Our knitting group, Weekly Fiber, meets Saturday mornings at various coffee shops to chat and knit (or crochet or embroider or hand sew or whatever--mostly knit). We assumed this event would just be a "come set up your lawn chairs wherever and chat" kind of thing, so we decided to bring a table and chairs, and I brought my fancy antique tea cups, tea set, coffee pot, and cloth napkins. That way we could still get our usual caffeine fix! One lady also brought muffins and scones.
It ended up that the library had a display of knitting books, chairs, and an awning... on the other side of the tree where we had room to set up in the shade. We felt slightly anti-social, sitting apart, but we enjoyed ourselves, and several people came over to say hi.
After a while, a woman and her just-out-of-college daughter joined us and enjoyed some tea and conversation. It was a lovely morning with perfect weather! We're all very glad we went.
Last week when I lived in the Luxury Tent for a couple of days, I got on a 1920's kick and researched fashion, shoes, hairstyles, makeup, food.... This website was a great help (and makes me really want to go to that event)! Then, of course, I decided to sew my own 20's dress. It wasn't just flappers! Very few women wore fringed dresses, headbands with feathers, and rolled down stockings. (There were no fishnets unless you were *gasp* in a burlesque show or similar.) However, long strings of beads were popular with everyone!

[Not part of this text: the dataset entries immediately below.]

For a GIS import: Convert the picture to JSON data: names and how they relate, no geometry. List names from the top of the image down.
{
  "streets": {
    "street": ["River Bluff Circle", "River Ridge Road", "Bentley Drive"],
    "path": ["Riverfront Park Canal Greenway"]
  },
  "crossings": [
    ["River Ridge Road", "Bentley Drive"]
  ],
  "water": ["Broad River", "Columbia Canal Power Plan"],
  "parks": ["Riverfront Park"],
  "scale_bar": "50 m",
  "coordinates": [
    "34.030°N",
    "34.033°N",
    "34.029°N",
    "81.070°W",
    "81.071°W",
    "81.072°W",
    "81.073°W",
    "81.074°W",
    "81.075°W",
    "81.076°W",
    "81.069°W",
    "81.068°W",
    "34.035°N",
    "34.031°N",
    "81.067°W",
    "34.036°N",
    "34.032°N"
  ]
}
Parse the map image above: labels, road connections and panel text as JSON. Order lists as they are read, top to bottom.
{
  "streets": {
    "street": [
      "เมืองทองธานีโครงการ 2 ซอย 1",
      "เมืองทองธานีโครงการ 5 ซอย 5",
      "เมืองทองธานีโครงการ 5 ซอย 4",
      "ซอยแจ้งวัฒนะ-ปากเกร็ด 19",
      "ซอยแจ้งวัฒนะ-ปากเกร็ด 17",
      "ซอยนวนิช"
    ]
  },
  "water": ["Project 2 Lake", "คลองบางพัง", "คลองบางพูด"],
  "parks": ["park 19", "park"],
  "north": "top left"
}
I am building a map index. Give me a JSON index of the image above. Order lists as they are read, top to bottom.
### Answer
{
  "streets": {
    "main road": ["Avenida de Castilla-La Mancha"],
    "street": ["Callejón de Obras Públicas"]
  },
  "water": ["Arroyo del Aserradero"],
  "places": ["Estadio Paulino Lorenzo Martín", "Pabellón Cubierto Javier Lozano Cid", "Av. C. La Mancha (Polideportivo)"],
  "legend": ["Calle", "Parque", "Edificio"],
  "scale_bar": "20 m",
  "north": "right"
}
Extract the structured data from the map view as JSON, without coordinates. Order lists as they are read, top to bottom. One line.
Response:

I liked the look of the boat-neck, kimono sleeve dresses, and rather than sew on trim, I wanted to do embroidery. I didn't use a pattern, just traced a t-shirt for the general shape, measured the length I wanted it to be, and made it a little extra big to begin with--it's easy to make things shorter, but rather harder to make them longer!
I had the dress mostly "built" in a day. Over the next few nights, I did the embroidery, starting out with the little flowers on the sash (which were pretty wonky, but it's not really noticeable), then doing the ones along the neckline and bottom hem.
The neck facing was the most fiddly bit. I ended up hand-stitching a little of it because I had to fudge it to make it work, but I think it turned out fine.
The skirt is in four panels: the front and back are flat and plain, and the two narrower panels at the hips are gathered. The embroidery pattern (which I made up) could be little four-petal flowers, like lilacs.
I call this dress the Lilac Garden Party Dress.